New Brunswick public officials welcomed hundreds of Frederictonians to the provincial legislature Monday afternoon for New Brunswick Day and Emancipation Day celebrations.
Premier Blaine Higgs, Speaker of The House Bill Oliver and other officials took part in a flag-raising ceremony to officially mark the day.
Higgs told the crowd it was exciting for him to welcome the public back to the legislature for the second year of New Brunswick Day celebrations.
Eased COVID-19 public health rules in August 2021 caused a spike in cases after festivities, but Higgs said the province is now moving forward.
“Though the pandemic is still with us, working together, we continue to move in the right direction,” said Higgs.
“Our economy has been improving. We have seen unprecedented growth in our province, surpassing 800,000 residents for the first time in our history.”
During his speech, the premier also took time to recognize Emancipation Day, which honours the abolishment of slavery in Britain and its colonies in 1834.
The New Brunswick government unanimously passed a motion to officially recognize the day in June.
“Today and every day, I invite you to celebrate their contributions and acknowledge the black communities and leaders in our province and across our nation,” said Higgs.
Arlene Dunn, minister of immigration, aboriginal affairs, economic development and Opportunities NB, said the event is a proud one for her family.
“My mother-in-law … spent about 35 years of her life trying to eradicate racism and fighting for folks who typically don’t have the opportunity to participate in all the things that people who are white take for granted every single day,” said Dunn.
“I know she’s not with us here physically, but I know that she’s here in spirit.”
Dunn said while it is important to celebrate, New Brunswick cannot ignore the “dehumanizing history” Black residents endured because of their skin colour and racist attitudes.
She said there have been “sizeable gains” in the labour force status of racial minorities, but significant gaps still remain.
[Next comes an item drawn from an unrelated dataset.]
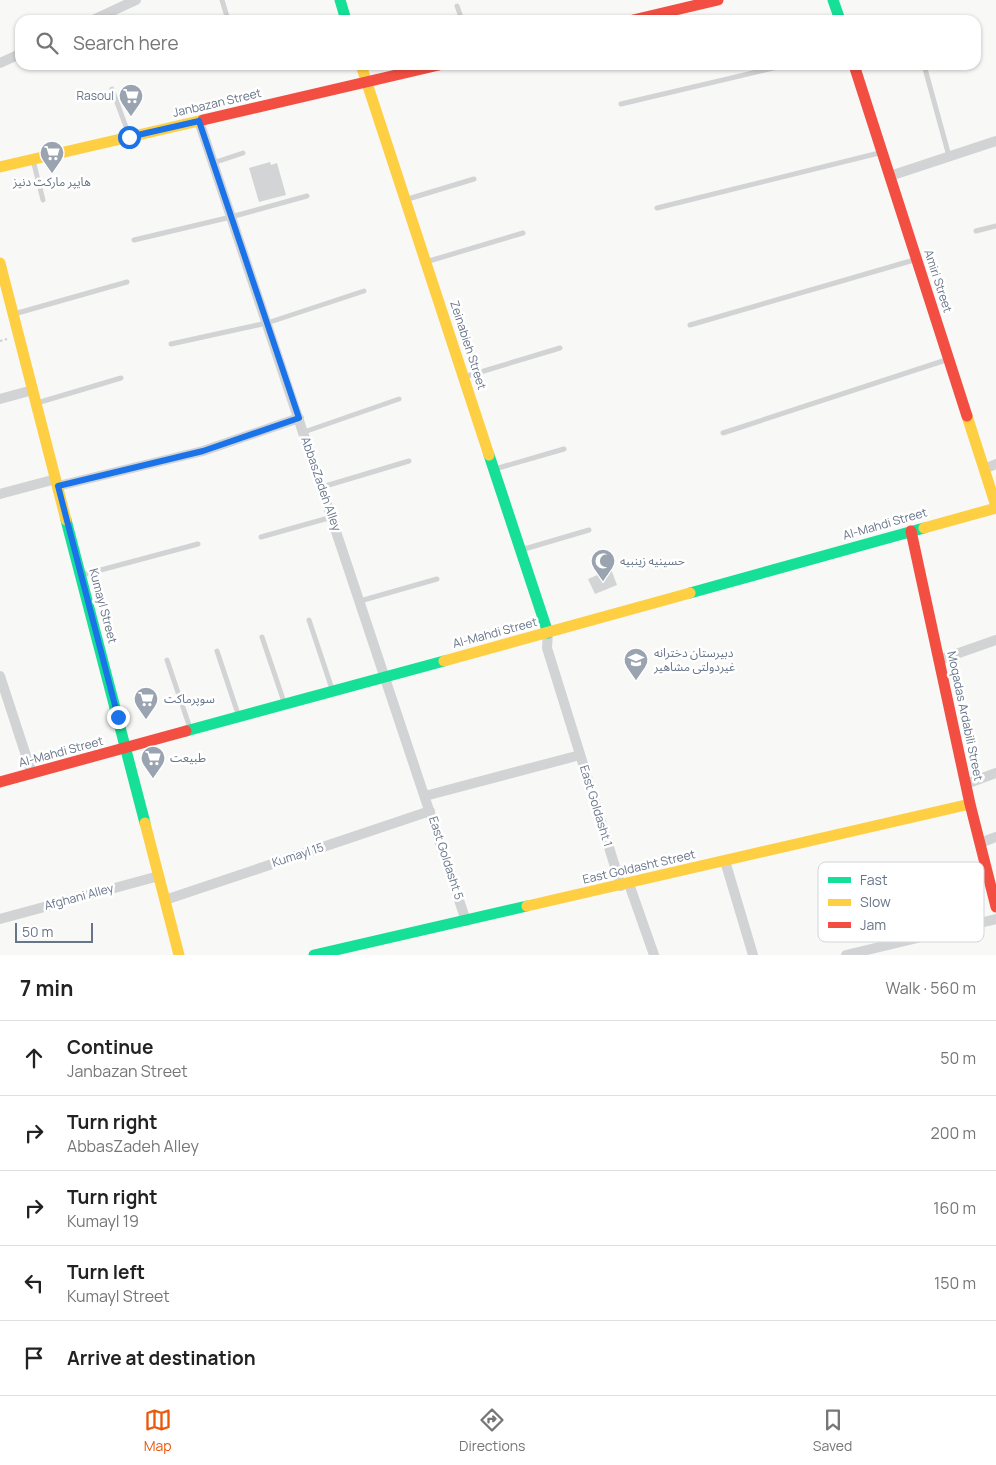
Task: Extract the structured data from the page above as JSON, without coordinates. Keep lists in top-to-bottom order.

“Racism is not that simple as the word that we hear in our daily lives,” she said.
“Racism has damaged the lives and obliterated the dreams of many, many people.”
Dunn concluded with a final word that Emancipation Day is a day to reflect and educate about the ongoing fight against anti-Black racism and discrimination.
“Hatred and intolerance have no place in my New Brunswick, and they shouldn’t have a place in anyone else’s,” said Dunn.